Description of the task:
Restate all of the entries exactly, each line as it stands.
### Stored data ###
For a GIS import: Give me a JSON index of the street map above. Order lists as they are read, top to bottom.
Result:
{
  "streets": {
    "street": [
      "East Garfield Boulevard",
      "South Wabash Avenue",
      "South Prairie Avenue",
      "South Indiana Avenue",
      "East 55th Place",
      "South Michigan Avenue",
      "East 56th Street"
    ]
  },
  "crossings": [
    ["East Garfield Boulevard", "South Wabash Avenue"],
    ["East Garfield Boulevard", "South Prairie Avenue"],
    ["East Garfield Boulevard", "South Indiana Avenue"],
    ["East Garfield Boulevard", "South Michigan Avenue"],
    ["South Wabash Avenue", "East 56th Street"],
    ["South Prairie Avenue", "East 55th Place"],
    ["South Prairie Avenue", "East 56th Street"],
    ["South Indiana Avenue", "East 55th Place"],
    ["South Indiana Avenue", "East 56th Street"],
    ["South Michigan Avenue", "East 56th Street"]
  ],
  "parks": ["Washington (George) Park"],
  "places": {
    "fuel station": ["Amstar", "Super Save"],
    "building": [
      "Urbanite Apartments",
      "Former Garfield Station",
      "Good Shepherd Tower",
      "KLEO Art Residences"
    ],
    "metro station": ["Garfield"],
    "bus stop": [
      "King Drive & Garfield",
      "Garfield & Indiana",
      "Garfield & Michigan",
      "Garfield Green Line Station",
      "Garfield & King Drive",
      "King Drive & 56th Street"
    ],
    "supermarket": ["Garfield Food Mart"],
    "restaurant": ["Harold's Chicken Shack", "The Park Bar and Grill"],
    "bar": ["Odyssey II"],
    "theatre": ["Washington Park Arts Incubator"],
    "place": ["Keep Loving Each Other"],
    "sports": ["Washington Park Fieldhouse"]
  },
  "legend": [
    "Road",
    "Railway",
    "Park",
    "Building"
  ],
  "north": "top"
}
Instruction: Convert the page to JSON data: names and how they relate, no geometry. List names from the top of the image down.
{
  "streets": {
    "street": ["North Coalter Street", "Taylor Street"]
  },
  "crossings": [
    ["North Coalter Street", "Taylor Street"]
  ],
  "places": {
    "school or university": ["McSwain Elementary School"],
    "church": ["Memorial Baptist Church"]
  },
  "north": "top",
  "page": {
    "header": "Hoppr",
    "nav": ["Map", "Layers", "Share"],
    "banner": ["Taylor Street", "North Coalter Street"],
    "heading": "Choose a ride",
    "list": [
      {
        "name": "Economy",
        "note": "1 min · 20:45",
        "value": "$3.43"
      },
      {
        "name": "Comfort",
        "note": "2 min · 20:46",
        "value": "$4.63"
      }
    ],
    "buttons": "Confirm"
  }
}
###
Solution to this task:
For a GIS import: Give me a JSON index of the street map above. Order lists as they are read, top to bottom.
Result:
{
  "streets": {
    "street": [
      "East Garfield Boulevard",
      "South Wabash Avenue",
      "South Prairie Avenue",
      "South Indiana Avenue",
      "East 55th Place",
      "South Michigan Avenue",
      "East 56th Street"
    ]
  },
  "crossings": [
    ["East Garfield Boulevard", "South Wabash Avenue"],
    ["East Garfield Boulevard", "South Prairie Avenue"],
    ["East Garfield Boulevard", "South Indiana Avenue"],
    ["East Garfield Boulevard", "South Michigan Avenue"],
    ["South Wabash Avenue", "East 56th Street"],
    ["South Prairie Avenue", "East 55th Place"],
    ["South Prairie Avenue", "East 56th Street"],
    ["South Indiana Avenue", "East 55th Place"],
    ["South Indiana Avenue", "East 56th Street"],
    ["South Michigan Avenue", "East 56th Street"]
  ],
  "parks": ["Washington (George) Park"],
  "places": {
    "fuel station": ["Amstar", "Super Save"],
    "building": [
      "Urbanite Apartments",
      "Former Garfield Station",
      "Good Shepherd Tower",
      "KLEO Art Residences"
    ],
    "metro station": ["Garfield"],
    "bus stop": [
      "King Drive & Garfield",
      "Garfield & Indiana",
      "Garfield & Michigan",
      "Garfield Green Line Station",
      "Garfield & King Drive",
      "King Drive & 56th Street"
    ],
    "supermarket": ["Garfield Food Mart"],
    "restaurant": ["Harold's Chicken Shack", "The Park Bar and Grill"],
    "bar": ["Odyssey II"],
    "theatre": ["Washington Park Arts Incubator"],
    "place": ["Keep Loving Each Other"],
    "sports": ["Washington Park Fieldhouse"]
  },
  "legend": [
    "Road",
    "Railway",
    "Park",
    "Building"
  ],
  "north": "top"
}
Instruction: Convert the page to JSON data: names and how they relate, no geometry. List names from the top of the image down.
{
  "streets": {
    "street": ["North Coalter Street", "Taylor Street"]
  },
  "crossings": [
    ["North Coalter Street", "Taylor Street"]
  ],
  "places": {
    "school or university": ["McSwain Elementary School"],
    "church": ["Memorial Baptist Church"]
  },
  "north": "top",
  "page": {
    "header": "Hoppr",
    "nav": ["Map", "Layers", "Share"],
    "banner": ["Taylor Street", "North Coalter Street"],
    "heading": "Choose a ride",
    "list": [
      {
        "name": "Economy",
        "note": "1 min · 20:45",
        "value": "$3.43"
      },
      {
        "name": "Comfort",
        "note": "2 min · 20:46",
        "value": "$4.63"
      }
    ],
    "buttons": "Confirm"
  }
}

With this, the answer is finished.